Korean team MVP.Phoenix and China’s CDEC are the two wildcard qualifiers, while Archon (formerly North American Rejects version 2, formerly Na’Vi.US, formerly North American Rejects) and Vega Squadron were sent packing.
Going into the competition I’d say Team Secret are the ones to beat, with Evil Geniuses and Vici snapping at their heels. When I was trying to make my predictions I put EG in the silver medal spot and Vici in bronze before spending the rest of the evening swapping them back and forth. Currently I have Vici in second and OH GOD GOD I NEED TO STOP FIDDLING WITH THIS CHART.
Well, sort of. Those are the dates for the main event. The group stages start today (27 July) at 9am Pacific, 5pm UK time. There were also the wildcard matches which took place yesterday and determined the final two teams to make it into the competition proper.
The group stages continue until Thursday (30 July) and then there’s a three day break while the teams prepare for the games on the main stage at KeyArena.
Why is everyone being so mean to that disco goat dude?

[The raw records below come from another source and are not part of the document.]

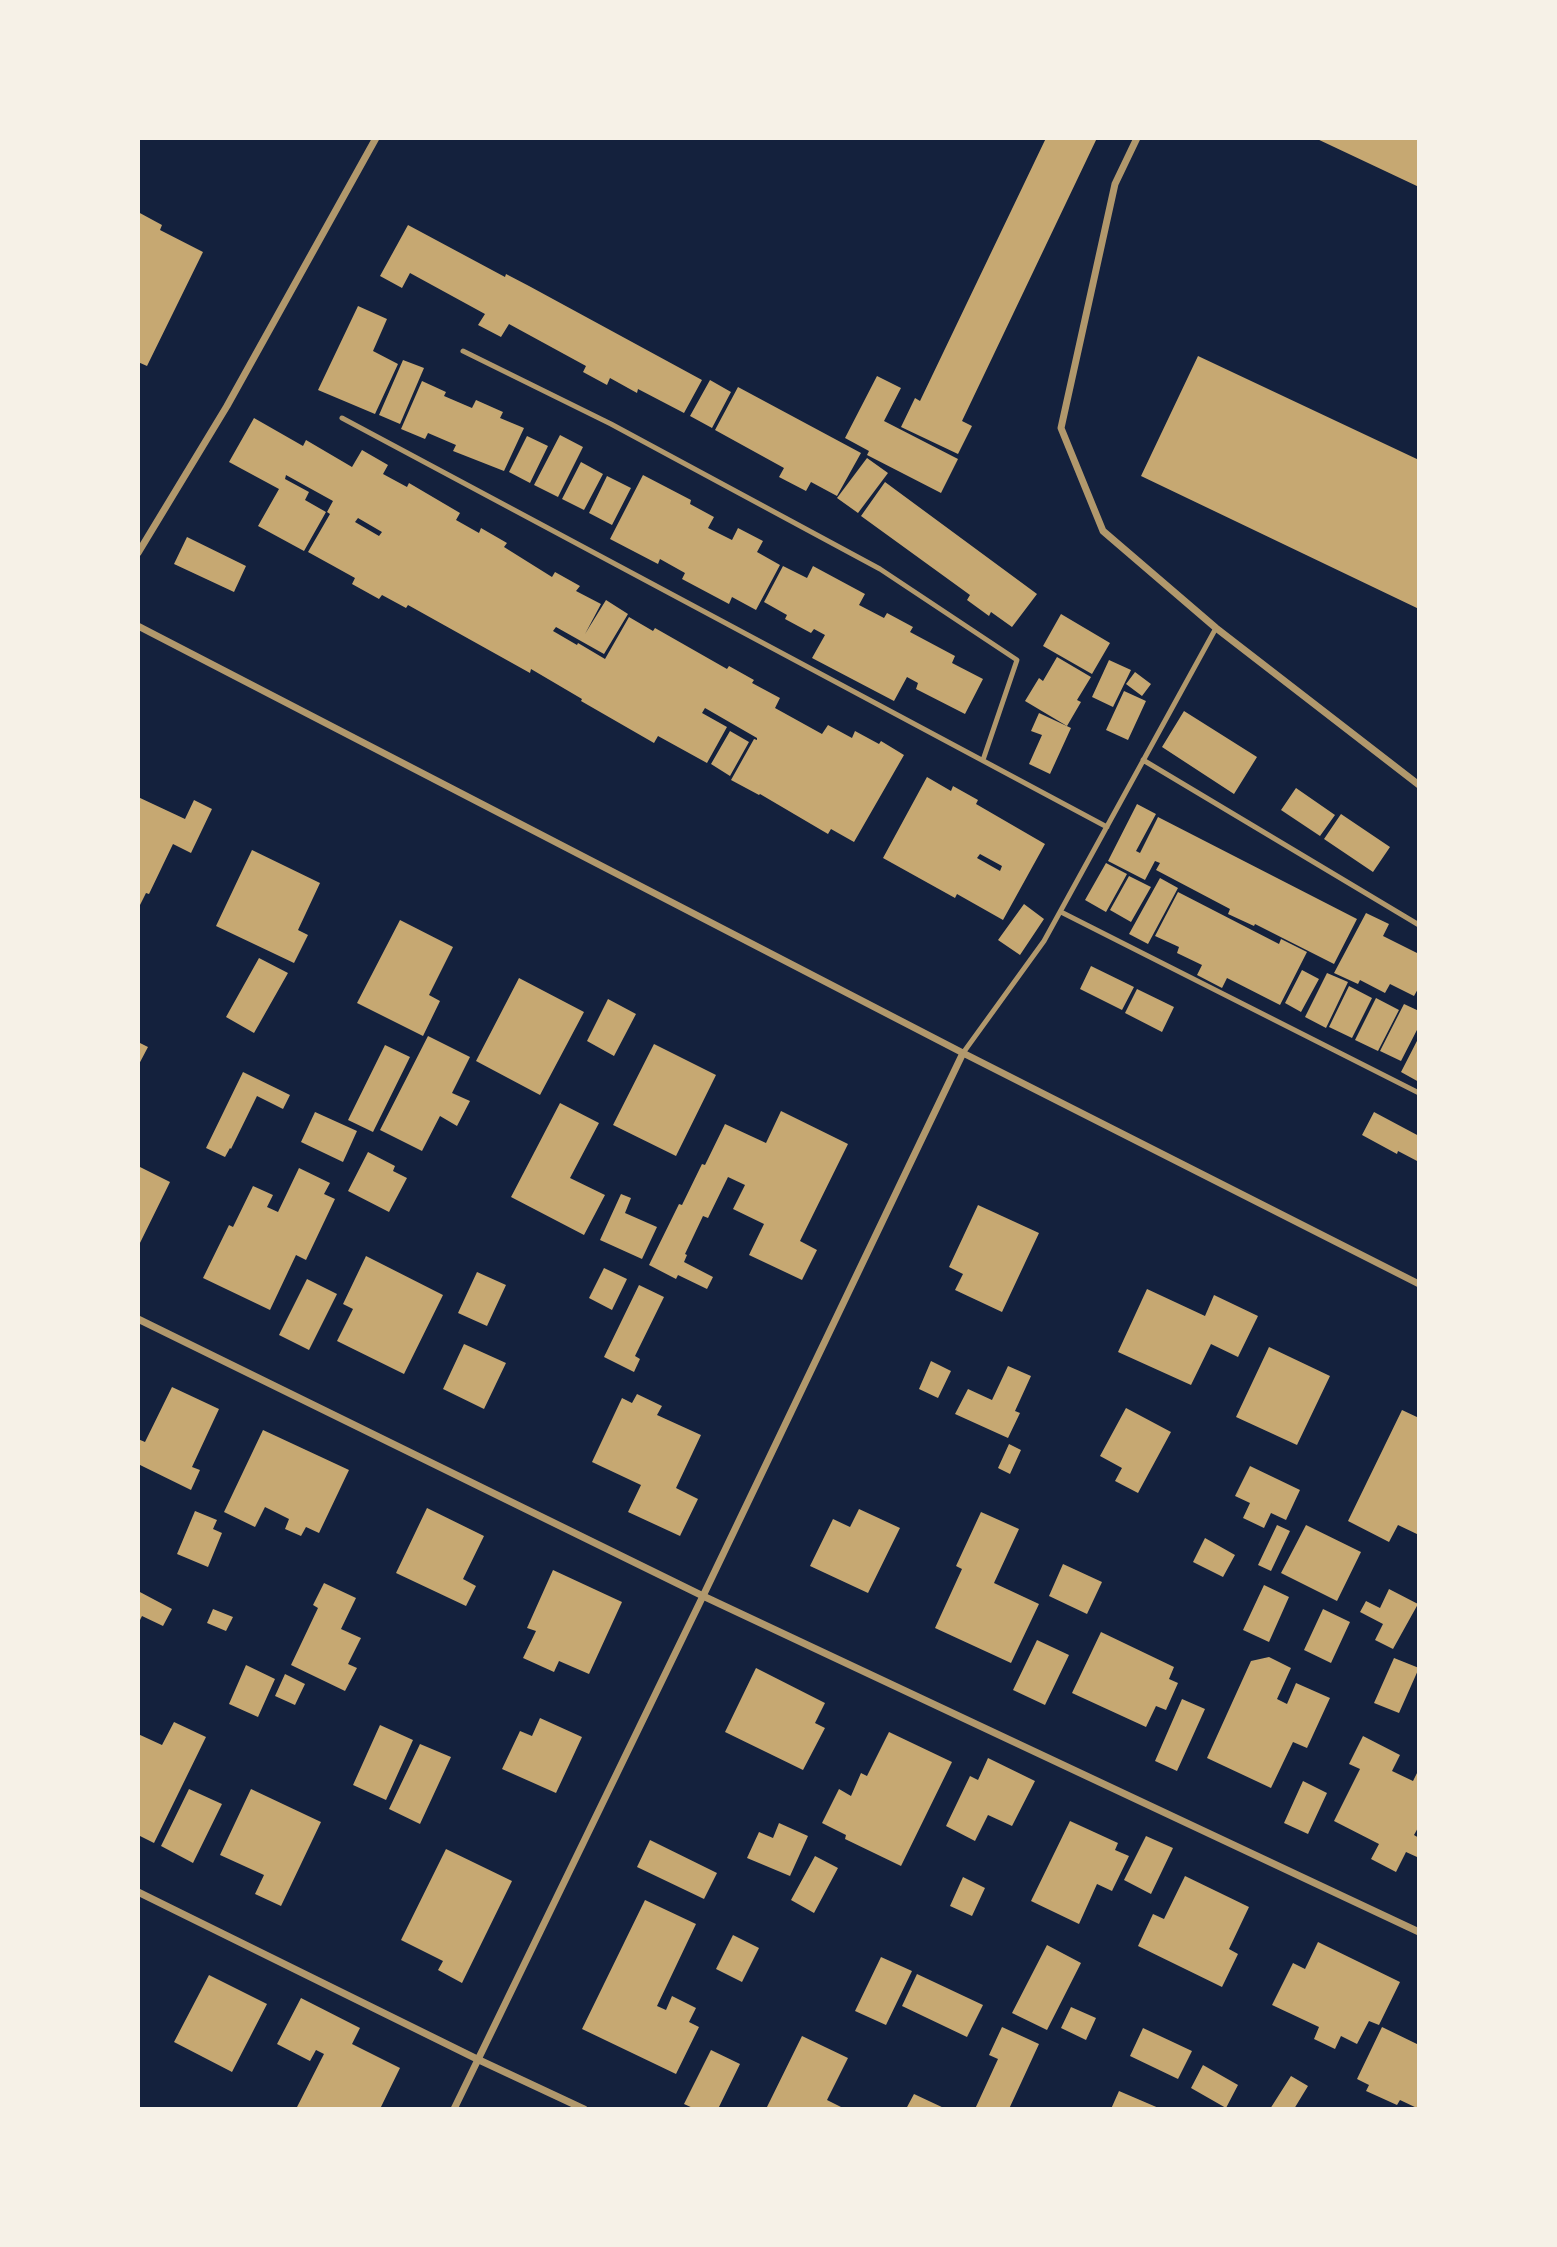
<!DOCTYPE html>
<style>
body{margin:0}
#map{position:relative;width:1557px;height:2247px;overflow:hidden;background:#14213d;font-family:"DejaVu Sans",sans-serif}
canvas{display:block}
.frame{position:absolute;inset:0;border:140px solid #f6f1e7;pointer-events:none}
</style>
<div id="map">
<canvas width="1557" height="2247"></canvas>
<div class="frame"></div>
</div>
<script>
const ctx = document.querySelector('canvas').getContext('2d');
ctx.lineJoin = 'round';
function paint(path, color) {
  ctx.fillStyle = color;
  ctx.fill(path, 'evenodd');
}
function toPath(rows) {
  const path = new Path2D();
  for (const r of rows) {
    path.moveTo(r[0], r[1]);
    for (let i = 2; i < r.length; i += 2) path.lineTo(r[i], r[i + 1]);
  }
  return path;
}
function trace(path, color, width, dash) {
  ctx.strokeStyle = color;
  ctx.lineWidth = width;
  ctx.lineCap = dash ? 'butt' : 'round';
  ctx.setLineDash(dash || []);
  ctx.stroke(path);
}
const building = toPath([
 [1046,138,1097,138,962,421,972,426,958,454,901,427,915,398,920,401],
 [1315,138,1419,138,1419,187],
 [138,212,162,225,160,230,203,252,147,366,138,362],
 [408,225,505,277,506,274,529,286,702,380,684,413,638,389,637,393,610,378,607,385,583,372,586,366,509,324,501,337,478,325,485,314,410,273,402,288,380,276],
 [358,306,387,319,373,351,398,364,375,414,318,390],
 [1198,356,1419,460,1419,609,1141,476],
 [403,360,424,368,400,424,379,415],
 [877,376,901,388,884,421,958,459,941,493,867,455,869,451,845,438],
 [710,380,731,392,712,428,690,416],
 [422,381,446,392,444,396,472,408,476,400,503,412,500,418,524,428,504,471,453,451,456,445,428,433,425,439,401,429],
 [738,387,861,453,837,496,811,482,806,491,779,477,784,468,715,430],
 [254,418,303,446,306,440,352,467,362,450,388,465,383,474,407,487,409,483,460,513,456,520,479,533,481,528,507,543,504,547,552,577,555,572,580,586,576,591,601,604,585,634,606,600,628,614,604,654,556,627,553,631,577,645,578,643,605,659,629,617,653,631,655,628,727,669,729,666,754,680,752,683,780,698,775,708,822,734,828,725,852,738,855,731,879,744,881,741,904,755,854,842,831,829,828,834,760,794,759,795,731,780,754,739,757,740,757,738,705,708,702,713,727,727,707,763,658,736,654,743,581,701,582,699,531,669,530,673,408,605,406,608,382,595,379,599,352,584,355,578,308,552,330,514,327,512,333,501,286,475,285,479,309,492,305,500,326,512,304,551,258,526,279,489,229,462],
 [358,518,382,532,379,536,355,522],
 [560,435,583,447,558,497,534,485],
 [527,436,548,446,530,483,509,472],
 [867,458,888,473,858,513,837,498],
 [581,462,603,474,584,510,562,499],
 [643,475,691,500,690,504,714,517,708,528,732,540,738,528,763,541,757,552,780,565,756,610,732,597,729,604,682,579,685,573,660,559,658,564,610,539],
 [607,476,631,488,612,525,589,513],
 [885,482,1037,594,1012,627,991,612,989,616,967,600,970,595,861,516],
 [187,537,246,566,234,592,174,564],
 [783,566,807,578,813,566,865,594,859,605,884,618,887,613,913,627,910,632,955,656,952,663,983,679,965,714,916,689,918,683,907,677,894,701,812,658,825,635,814,629,811,633,785,619,787,615,764,602],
 [1061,614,1110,643,1092,674,1043,646],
 [1057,657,1091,677,1077,700,1081,702,1067,726,1025,701,1039,678,1043,681],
 [1109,660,1131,670,1113,707,1092,697],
 [1135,672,1151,684,1142,696,1126,684],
 [1124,691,1146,701,1128,740,1106,730],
 [1184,711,1257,757,1234,794,1162,747],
 [1039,713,1071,728,1050,774,1029,764,1042,735,1031,731],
 [730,731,749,742,730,776,711,764],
 [927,777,951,791,953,786,978,800,976,804,1045,844,1003,920,957,894,955,898,883,858],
 [980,854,1002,866,1000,871,977,858],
 [1296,788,1335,815,1320,836,1281,810],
 [138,797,185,819,194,800,212,809,191,853,173,844,149,894,146,893,138,909],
 [1137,804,1156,814,1136,851,1140,853,1158,817,1357,919,1334,964,1255,924,1254,926,1228,914,1230,909,1156,870,1160,863,1155,861,1145,880,1108,861],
 [1341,814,1390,847,1373,872,1324,839],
 [252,850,320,883,298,930,308,935,294,963,216,926],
 [1106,863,1127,874,1106,912,1085,900],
 [1129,876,1151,887,1131,922,1110,910],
 [1160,878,1178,888,1148,944,1129,934],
 [1178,892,1279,944,1281,939,1307,952,1280,1005,1227,978,1222,988,1197,975,1202,965,1177,953,1179,947,1155,936],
 [1024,904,1044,919,1020,955,998,940],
 [1366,913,1389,924,1383,936,1419,954,1419,987,1414,996,1390,984,1385,993,1360,980,1358,984,1334,973],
 [400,920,453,947,429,995,440,1001,423,1036,357,1003],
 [259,958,288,973,254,1033,226,1017],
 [1091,966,1134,987,1122,1010,1080,989],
 [1302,970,1319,979,1301,1012,1285,1003],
 [1327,973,1348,982,1326,1028,1305,1017],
 [519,978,584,1012,540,1095,476,1061],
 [1349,986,1372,998,1352,1038,1329,1027],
 [1137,989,1174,1007,1162,1032,1125,1013],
 [1376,998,1399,1010,1378,1051,1355,1040],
 [608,999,636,1014,614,1056,587,1041],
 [1404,1004,1419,1011,1419,1026,1401,1061,1380,1051],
 [428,1036,470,1057,452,1093,470,1101,457,1126,440,1116,422,1151,380,1130],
 [1419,1037,1419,1082,1401,1072],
 [138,1042,148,1047,138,1066],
 [654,1044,716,1075,676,1156,613,1125],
 [385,1045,410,1057,373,1132,348,1120],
 [243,1072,290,1095,283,1109,257,1096,231,1149,230,1148,225,1157,206,1148],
 [560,1103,599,1123,570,1178,605,1195,584,1235,511,1197],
 [781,1111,848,1144,800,1241,817,1250,802,1280,749,1255,764,1224,733,1209,745,1185,728,1177,708,1218,703,1216,685,1254,687,1255,684,1262,713,1277,707,1289,678,1275,676,1279,649,1265,679,1204,682,1205,702,1164,705,1165,725,1124,766,1143],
 [315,1112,357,1131,343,1162,301,1142],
 [1374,1112,1419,1136,1419,1162,1398,1151,1397,1154,1362,1135],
 [368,1152,395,1166,393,1171,407,1178,389,1212,348,1191],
 [138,1166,170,1182,138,1247],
 [299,1168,330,1183,324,1194,335,1199,306,1260,296,1255,270,1310,203,1278,229,1225,233,1227,253,1186,273,1195,267,1207,278,1212],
 [621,1194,631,1198,625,1213,657,1227,642,1259,600,1240],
 [978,1205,1039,1233,1002,1312,955,1290,963,1274,949,1267],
 [366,1256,443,1295,404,1374,337,1341,353,1309,343,1304],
 [604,1268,627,1279,612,1310,589,1298],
 [477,1272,506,1285,487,1326,458,1313],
 [307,1279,337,1294,309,1350,279,1335],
 [639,1285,664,1297,635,1356,640,1359,634,1372,604,1357],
 [1147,1289,1205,1316,1214,1295,1258,1316,1238,1357,1211,1344,1191,1385,1118,1352],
 [464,1344,506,1363,484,1409,443,1389],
 [1269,1347,1330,1376,1297,1445,1236,1417],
 [931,1361,951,1371,938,1398,919,1389],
 [1008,1366,1031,1376,1015,1411,1020,1413,1008,1438,955,1414,968,1389,992,1400],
 [172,1387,219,1409,192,1467,200,1470,191,1490,138,1464,138,1439,145,1442],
 [637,1394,662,1406,657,1415,701,1435,676,1488,698,1499,680,1536,628,1512,641,1485,592,1462,622,1398,632,1403],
 [1126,1408,1171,1432,1138,1493,1115,1481,1122,1468,1100,1456],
 [1402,1410,1419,1418,1419,1535,1398,1525,1389,1542,1348,1521],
 [263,1430,349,1470,319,1533,306,1527,301,1536,285,1529,289,1519,265,1507,255,1527,224,1512],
 [1009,1444,1021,1450,1010,1474,998,1468],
 [1250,1466,1300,1490,1286,1520,1271,1513,1264,1528,1243,1518,1250,1503,1235,1496],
 [427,1508,484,1536,463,1579,476,1586,466,1606,396,1573],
 [859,1509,900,1528,868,1593,810,1566,833,1519,850,1527],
 [195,1511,217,1520,213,1529,222,1533,208,1567,177,1554],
 [981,1512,1019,1529,994,1583,1039,1604,1011,1663,935,1628,962,1569,956,1566],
 [1277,1525,1290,1531,1271,1571,1258,1565],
 [1306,1525,1361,1552,1337,1601,1281,1573],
 [1205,1538,1235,1555,1223,1577,1193,1562],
 [1063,1564,1102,1582,1087,1614,1049,1596],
 [553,1570,622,1602,589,1674,559,1661,554,1672,523,1658,536,1631,527,1628],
 [324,1583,356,1598,341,1629,361,1638,348,1664,357,1668,345,1691,291,1665,318,1608,313,1605],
 [1264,1585,1289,1597,1269,1642,1243,1630],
 [1389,1589,1418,1604,1393,1649,1375,1640,1383,1624,1360,1612,1366,1601,1380,1608],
 [138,1591,172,1609,163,1626,142,1616,138,1624],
 [213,1609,233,1617,226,1631,207,1623],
 [1323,1609,1350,1622,1331,1663,1304,1650],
 [1101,1632,1174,1667,1169,1679,1178,1683,1166,1710,1156,1706,1146,1727,1072,1693],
 [1037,1640,1069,1655,1045,1705,1013,1690],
 [1269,1657,1291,1668,1277,1699,1287,1704,1296,1683,1330,1698,1307,1748,1293,1742,1271,1788,1207,1758,1251,1661],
 [1394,1658,1419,1668,1399,1713,1374,1703],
 [246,1665,275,1679,258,1717,229,1704],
 [756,1668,825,1703,815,1723,825,1728,803,1770,725,1732],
 [285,1674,305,1684,295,1705,275,1696],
 [1182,1699,1205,1709,1177,1771,1155,1761],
 [540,1718,582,1737,556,1793,502,1769,520,1731,532,1736],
 [174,1722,206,1737,154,1843,138,1835,138,1734,162,1745],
 [380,1725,413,1740,386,1800,353,1785],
 [889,1732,952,1762,901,1866,845,1839,846,1835,822,1823,839,1789,851,1796,861,1773,867,1776],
 [1363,1736,1400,1755,1392,1771,1413,1781,1419,1769,1419,1826,1414,1835,1419,1838,1419,1853,1417,1857,1406,1852,1396,1872,1371,1859,1379,1844,1334,1821,1360,1769,1349,1764],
 [420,1744,451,1757,420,1824,389,1809],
 [988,1758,1035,1781,1012,1826,988,1815,975,1841,946,1826,970,1776,978,1780],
 [1303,1781,1327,1793,1308,1834,1284,1823],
 [189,1789,222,1804,193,1863,161,1846],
 [251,1789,321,1822,281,1906,255,1894,264,1875,220,1855],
 [1070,1821,1118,1843,1115,1850,1129,1856,1112,1891,1097,1884,1079,1924,1031,1901],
 [779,1823,808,1836,790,1876,747,1858,759,1832,773,1838],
 [1146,1836,1173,1848,1151,1894,1124,1880],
 [650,1840,717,1873,704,1899,637,1867],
 [446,1849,512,1881,462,1983,438,1970,443,1961,401,1940],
 [815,1856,838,1868,814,1913,791,1900],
 [1185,1876,1249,1907,1229,1949,1238,1954,1222,1987,1138,1946,1153,1914,1164,1919],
 [963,1877,985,1888,972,1916,950,1906],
 [645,1900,696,1924,657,2006,666,2010,672,1996,696,2008,689,2022,699,2027,676,2074,582,2029],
 [733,1935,759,1948,742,1982,716,1969],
 [1318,1942,1400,1982,1379,2025,1369,2021,1357,2044,1341,2036,1335,2049,1314,2039,1319,2027,1272,2005,1293,1963,1305,1969],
 [1047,1945,1081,1963,1047,2030,1012,2013],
 [881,1957,912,1971,886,2025,855,2011],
 [917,1974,983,2005,967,2037,902,2006],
 [209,1975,267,2004,232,2072,174,2042],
 [301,1998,360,2028,352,2044,400,2068,380,2109,296,2109,324,2054,316,2050,310,2061,277,2044],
 [1071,2007,1096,2018,1086,2040,1061,2028],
 [1002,2027,1039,2044,1009,2109,975,2109,998,2059,989,2055],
 [1382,2027,1419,2045,1419,2109,1400,2100,1397,2105,1366,2091,1369,2085,1357,2079],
 [1143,2028,1192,2051,1178,2079,1130,2056],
 [802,2036,848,2058,827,2100,845,2109,766,2109],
 [711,2050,740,2064,718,2109,695,2109,684,2104],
 [1203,2065,1238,2085,1226,2108,1191,2088],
 [1291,2076,1308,2086,1294,2109,1270,2109],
 [1119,2091,1161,2109,1111,2109],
 [914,2094,946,2109,906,2109]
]);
const service = toPath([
 [463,351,611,424,880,569,1017,660,983,760],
 [342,418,1107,827],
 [1143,760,1419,925],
 [1061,912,1419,1093],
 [963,1053,1044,941,1216,628]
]);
const minor = toPath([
 [1137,138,1115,184,1061,428,1103,531,1216,628,1419,785],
 [138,553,227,406,376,138],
 [138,626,963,1053,1419,1284],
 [138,1319,703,1596,1419,1932],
 [138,1892,477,2059,584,2109],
 [454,2109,703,1596,963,1053]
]);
paint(building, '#c6a872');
trace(service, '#b1986c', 5);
trace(minor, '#b1986c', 7);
</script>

You mean Leshrac? He’s an incredibly strong hero this patch so you ban him or you risk giving the other team a powerful weapon in the shape of a goat who brings his own light show. That’s why he’s getting banned from the party so much. I think Vega managed to pick him up in their last match against Archon as a support – alas I was watching the other wildcard bracket at the time. But yes, expect very few disco goat appearances.